• **Task brief**: Whatever appears in the entries must be given again exactly.

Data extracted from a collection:
-*-*-
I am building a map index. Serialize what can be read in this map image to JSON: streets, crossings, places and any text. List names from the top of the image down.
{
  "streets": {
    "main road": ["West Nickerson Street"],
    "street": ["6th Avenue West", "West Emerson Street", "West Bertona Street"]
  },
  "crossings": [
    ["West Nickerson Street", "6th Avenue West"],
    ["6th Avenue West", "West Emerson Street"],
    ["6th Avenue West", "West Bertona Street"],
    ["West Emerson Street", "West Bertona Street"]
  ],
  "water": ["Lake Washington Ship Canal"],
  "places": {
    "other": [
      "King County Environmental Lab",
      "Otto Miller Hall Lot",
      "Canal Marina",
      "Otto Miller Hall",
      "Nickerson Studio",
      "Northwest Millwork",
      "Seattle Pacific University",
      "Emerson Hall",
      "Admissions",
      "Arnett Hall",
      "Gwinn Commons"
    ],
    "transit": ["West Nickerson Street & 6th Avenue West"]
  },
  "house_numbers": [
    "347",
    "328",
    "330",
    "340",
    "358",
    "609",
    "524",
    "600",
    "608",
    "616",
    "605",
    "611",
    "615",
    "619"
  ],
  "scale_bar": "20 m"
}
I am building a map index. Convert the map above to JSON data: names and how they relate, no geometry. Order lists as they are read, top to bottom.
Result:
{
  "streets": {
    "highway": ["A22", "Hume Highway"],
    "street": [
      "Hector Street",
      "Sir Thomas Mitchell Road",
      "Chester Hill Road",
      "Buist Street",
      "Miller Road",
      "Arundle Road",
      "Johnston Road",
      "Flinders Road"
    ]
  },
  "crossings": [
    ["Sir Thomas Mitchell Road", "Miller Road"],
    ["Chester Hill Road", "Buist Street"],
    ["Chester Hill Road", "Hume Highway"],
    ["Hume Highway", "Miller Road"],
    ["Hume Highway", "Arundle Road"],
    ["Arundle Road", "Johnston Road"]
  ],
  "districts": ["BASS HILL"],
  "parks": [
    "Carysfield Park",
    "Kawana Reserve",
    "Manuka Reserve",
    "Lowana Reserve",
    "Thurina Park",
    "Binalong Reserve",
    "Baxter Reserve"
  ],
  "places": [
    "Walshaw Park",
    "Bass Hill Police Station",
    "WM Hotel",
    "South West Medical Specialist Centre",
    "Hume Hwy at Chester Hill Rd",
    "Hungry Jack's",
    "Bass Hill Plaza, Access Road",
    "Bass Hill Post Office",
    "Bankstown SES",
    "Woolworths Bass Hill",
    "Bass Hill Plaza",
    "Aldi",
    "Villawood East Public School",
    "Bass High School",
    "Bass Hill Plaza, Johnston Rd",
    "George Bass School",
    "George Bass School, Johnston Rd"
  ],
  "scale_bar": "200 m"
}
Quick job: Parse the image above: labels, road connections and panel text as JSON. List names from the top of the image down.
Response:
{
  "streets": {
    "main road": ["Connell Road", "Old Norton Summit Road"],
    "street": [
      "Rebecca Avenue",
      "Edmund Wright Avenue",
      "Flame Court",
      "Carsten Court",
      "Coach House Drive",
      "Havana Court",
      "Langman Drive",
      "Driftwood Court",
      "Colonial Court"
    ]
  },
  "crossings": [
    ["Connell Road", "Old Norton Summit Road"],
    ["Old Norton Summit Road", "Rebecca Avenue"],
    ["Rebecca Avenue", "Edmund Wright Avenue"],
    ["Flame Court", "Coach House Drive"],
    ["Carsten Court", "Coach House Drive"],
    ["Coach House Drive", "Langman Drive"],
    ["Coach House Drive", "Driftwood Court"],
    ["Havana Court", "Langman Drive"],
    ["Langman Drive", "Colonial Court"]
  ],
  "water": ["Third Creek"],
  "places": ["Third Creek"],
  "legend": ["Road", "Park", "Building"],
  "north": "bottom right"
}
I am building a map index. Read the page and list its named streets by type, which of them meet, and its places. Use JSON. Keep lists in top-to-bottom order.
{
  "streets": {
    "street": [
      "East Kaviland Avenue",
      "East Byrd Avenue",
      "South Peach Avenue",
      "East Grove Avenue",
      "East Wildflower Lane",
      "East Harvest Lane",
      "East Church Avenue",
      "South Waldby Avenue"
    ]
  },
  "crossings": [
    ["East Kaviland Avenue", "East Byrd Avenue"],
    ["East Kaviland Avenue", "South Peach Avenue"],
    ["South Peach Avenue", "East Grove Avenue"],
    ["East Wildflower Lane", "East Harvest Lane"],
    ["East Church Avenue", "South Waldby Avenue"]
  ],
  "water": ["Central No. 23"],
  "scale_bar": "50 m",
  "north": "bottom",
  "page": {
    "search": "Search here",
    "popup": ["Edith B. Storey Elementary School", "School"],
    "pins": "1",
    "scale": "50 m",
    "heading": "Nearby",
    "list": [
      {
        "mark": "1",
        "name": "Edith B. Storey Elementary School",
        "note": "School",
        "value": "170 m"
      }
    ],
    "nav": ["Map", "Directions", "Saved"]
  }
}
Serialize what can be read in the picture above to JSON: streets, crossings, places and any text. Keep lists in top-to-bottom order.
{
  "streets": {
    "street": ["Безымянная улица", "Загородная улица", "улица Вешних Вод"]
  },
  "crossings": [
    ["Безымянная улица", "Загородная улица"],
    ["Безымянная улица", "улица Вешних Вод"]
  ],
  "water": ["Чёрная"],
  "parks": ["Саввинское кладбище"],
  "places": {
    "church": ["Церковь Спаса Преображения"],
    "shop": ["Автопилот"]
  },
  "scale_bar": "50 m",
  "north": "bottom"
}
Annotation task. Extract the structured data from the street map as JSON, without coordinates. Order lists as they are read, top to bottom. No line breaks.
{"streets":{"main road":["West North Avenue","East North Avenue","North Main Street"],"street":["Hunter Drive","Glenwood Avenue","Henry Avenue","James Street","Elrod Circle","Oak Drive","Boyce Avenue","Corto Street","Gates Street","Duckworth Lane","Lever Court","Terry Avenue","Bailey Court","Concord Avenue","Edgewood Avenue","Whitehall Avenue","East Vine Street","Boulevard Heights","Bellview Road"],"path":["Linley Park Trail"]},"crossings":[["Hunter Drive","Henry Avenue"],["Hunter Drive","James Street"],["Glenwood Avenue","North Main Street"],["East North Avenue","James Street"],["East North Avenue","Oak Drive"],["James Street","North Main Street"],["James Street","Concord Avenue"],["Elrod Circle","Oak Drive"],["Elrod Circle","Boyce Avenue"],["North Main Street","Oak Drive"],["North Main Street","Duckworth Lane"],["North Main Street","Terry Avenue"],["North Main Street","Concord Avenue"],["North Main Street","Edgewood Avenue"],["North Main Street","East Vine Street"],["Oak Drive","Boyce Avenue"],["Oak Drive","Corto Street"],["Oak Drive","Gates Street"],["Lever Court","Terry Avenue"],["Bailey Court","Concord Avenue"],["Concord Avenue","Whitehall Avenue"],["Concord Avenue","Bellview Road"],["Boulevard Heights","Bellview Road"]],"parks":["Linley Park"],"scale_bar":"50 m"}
-*-*-
• **Exercise result**:
I am building a map index. Serialize what can be read in this map image to JSON: streets, crossings, places and any text. List names from the top of the image down.
{
  "streets": {
    "main road": ["West Nickerson Street"],
    "street": ["6th Avenue West", "West Emerson Street", "West Bertona Street"]
  },
  "crossings": [
    ["West Nickerson Street", "6th Avenue West"],
    ["6th Avenue West", "West Emerson Street"],
    ["6th Avenue West", "West Bertona Street"],
    ["West Emerson Street", "West Bertona Street"]
  ],
  "water": ["Lake Washington Ship Canal"],
  "places": {
    "other": [
      "King County Environmental Lab",
      "Otto Miller Hall Lot",
      "Canal Marina",
      "Otto Miller Hall",
      "Nickerson Studio",
      "Northwest Millwork",
      "Seattle Pacific University",
      "Emerson Hall",
      "Admissions",
      "Arnett Hall",
      "Gwinn Commons"
    ],
    "transit": ["West Nickerson Street & 6th Avenue West"]
  },
  "house_numbers": [
    "347",
    "328",
    "330",
    "340",
    "358",
    "609",
    "524",
    "600",
    "608",
    "616",
    "605",
    "611",
    "615",
    "619"
  ],
  "scale_bar": "20 m"
}
I am building a map index. Convert the map above to JSON data: names and how they relate, no geometry. Order lists as they are read, top to bottom.
Result:
{
  "streets": {
    "highway": ["A22", "Hume Highway"],
    "street": [
      "Hector Street",
      "Sir Thomas Mitchell Road",
      "Chester Hill Road",
      "Buist Street",
      "Miller Road",
      "Arundle Road",
      "Johnston Road",
      "Flinders Road"
    ]
  },
  "crossings": [
    ["Sir Thomas Mitchell Road", "Miller Road"],
    ["Chester Hill Road", "Buist Street"],
    ["Chester Hill Road", "Hume Highway"],
    ["Hume Highway", "Miller Road"],
    ["Hume Highway", "Arundle Road"],
    ["Arundle Road", "Johnston Road"]
  ],
  "districts": ["BASS HILL"],
  "parks": [
    "Carysfield Park",
    "Kawana Reserve",
    "Manuka Reserve",
    "Lowana Reserve",
    "Thurina Park",
    "Binalong Reserve",
    "Baxter Reserve"
  ],
  "places": [
    "Walshaw Park",
    "Bass Hill Police Station",
    "WM Hotel",
    "South West Medical Specialist Centre",
    "Hume Hwy at Chester Hill Rd",
    "Hungry Jack's",
    "Bass Hill Plaza, Access Road",
    "Bass Hill Post Office",
    "Bankstown SES",
    "Woolworths Bass Hill",
    "Bass Hill Plaza",
    "Aldi",
    "Villawood East Public School",
    "Bass High School",
    "Bass Hill Plaza, Johnston Rd",
    "George Bass School",
    "George Bass School, Johnston Rd"
  ],
  "scale_bar": "200 m"
}
Quick job: Parse the image above: labels, road connections and panel text as JSON. List names from the top of the image down.
Response:
{
  "streets": {
    "main road": ["Connell Road", "Old Norton Summit Road"],
    "street": [
      "Rebecca Avenue",
      "Edmund Wright Avenue",
      "Flame Court",
      "Carsten Court",
      "Coach House Drive",
      "Havana Court",
      "Langman Drive",
      "Driftwood Court",
      "Colonial Court"
    ]
  },
  "crossings": [
    ["Connell Road", "Old Norton Summit Road"],
    ["Old Norton Summit Road", "Rebecca Avenue"],
    ["Rebecca Avenue", "Edmund Wright Avenue"],
    ["Flame Court", "Coach House Drive"],
    ["Carsten Court", "Coach House Drive"],
    ["Coach House Drive", "Langman Drive"],
    ["Coach House Drive", "Driftwood Court"],
    ["Havana Court", "Langman Drive"],
    ["Langman Drive", "Colonial Court"]
  ],
  "water": ["Third Creek"],
  "places": ["Third Creek"],
  "legend": ["Road", "Park", "Building"],
  "north": "bottom right"
}
I am building a map index. Read the page and list its named streets by type, which of them meet, and its places. Use JSON. Keep lists in top-to-bottom order.
{
  "streets": {
    "street": [
      "East Kaviland Avenue",
      "East Byrd Avenue",
      "South Peach Avenue",
      "East Grove Avenue",
      "East Wildflower Lane",
      "East Harvest Lane",
      "East Church Avenue",
      "South Waldby Avenue"
    ]
  },
  "crossings": [
    ["East Kaviland Avenue", "East Byrd Avenue"],
    ["East Kaviland Avenue", "South Peach Avenue"],
    ["South Peach Avenue", "East Grove Avenue"],
    ["East Wildflower Lane", "East Harvest Lane"],
    ["East Church Avenue", "South Waldby Avenue"]
  ],
  "water": ["Central No. 23"],
  "scale_bar": "50 m",
  "north": "bottom",
  "page": {
    "search": "Search here",
    "popup": ["Edith B. Storey Elementary School", "School"],
    "pins": "1",
    "scale": "50 m",
    "heading": "Nearby",
    "list": [
      {
        "mark": "1",
        "name": "Edith B. Storey Elementary School",
        "note": "School",
        "value": "170 m"
      }
    ],
    "nav": ["Map", "Directions", "Saved"]
  }
}
Serialize what can be read in the picture above to JSON: streets, crossings, places and any text. Keep lists in top-to-bottom order.
{
  "streets": {
    "street": ["Безымянная улица", "Загородная улица", "улица Вешних Вод"]
  },
  "crossings": [
    ["Безымянная улица", "Загородная улица"],
    ["Безымянная улица", "улица Вешних Вод"]
  ],
  "water": ["Чёрная"],
  "parks": ["Саввинское кладбище"],
  "places": {
    "church": ["Церковь Спаса Преображения"],
    "shop": ["Автопилот"]
  },
  "scale_bar": "50 m",
  "north": "bottom"
}
Annotation task. Extract the structured data from the street map as JSON, without coordinates. Order lists as they are read, top to bottom. No line breaks.
{"streets":{"main road":["West North Avenue","East North Avenue","North Main Street"],"street":["Hunter Drive","Glenwood Avenue","Henry Avenue","James Street","Elrod Circle","Oak Drive","Boyce Avenue","Corto Street","Gates Street","Duckworth Lane","Lever Court","Terry Avenue","Bailey Court","Concord Avenue","Edgewood Avenue","Whitehall Avenue","East Vine Street","Boulevard Heights","Bellview Road"],"path":["Linley Park Trail"]},"crossings":[["Hunter Drive","Henry Avenue"],["Hunter Drive","James Street"],["Glenwood Avenue","North Main Street"],["East North Avenue","James Street"],["East North Avenue","Oak Drive"],["James Street","North Main Street"],["James Street","Concord Avenue"],["Elrod Circle","Oak Drive"],["Elrod Circle","Boyce Avenue"],["North Main Street","Oak Drive"],["North Main Street","Duckworth Lane"],["North Main Street","Terry Avenue"],["North Main Street","Concord Avenue"],["North Main Street","Edgewood Avenue"],["North Main Street","East Vine Street"],["Oak Drive","Boyce Avenue"],["Oak Drive","Corto Street"],["Oak Drive","Gates Street"],["Lever Court","Terry Avenue"],["Bailey Court","Concord Avenue"],["Concord Avenue","Whitehall Avenue"],["Concord Avenue","Bellview Road"],["Boulevard Heights","Bellview Road"]],"parks":["Linley Park"],"scale_bar":"50 m"}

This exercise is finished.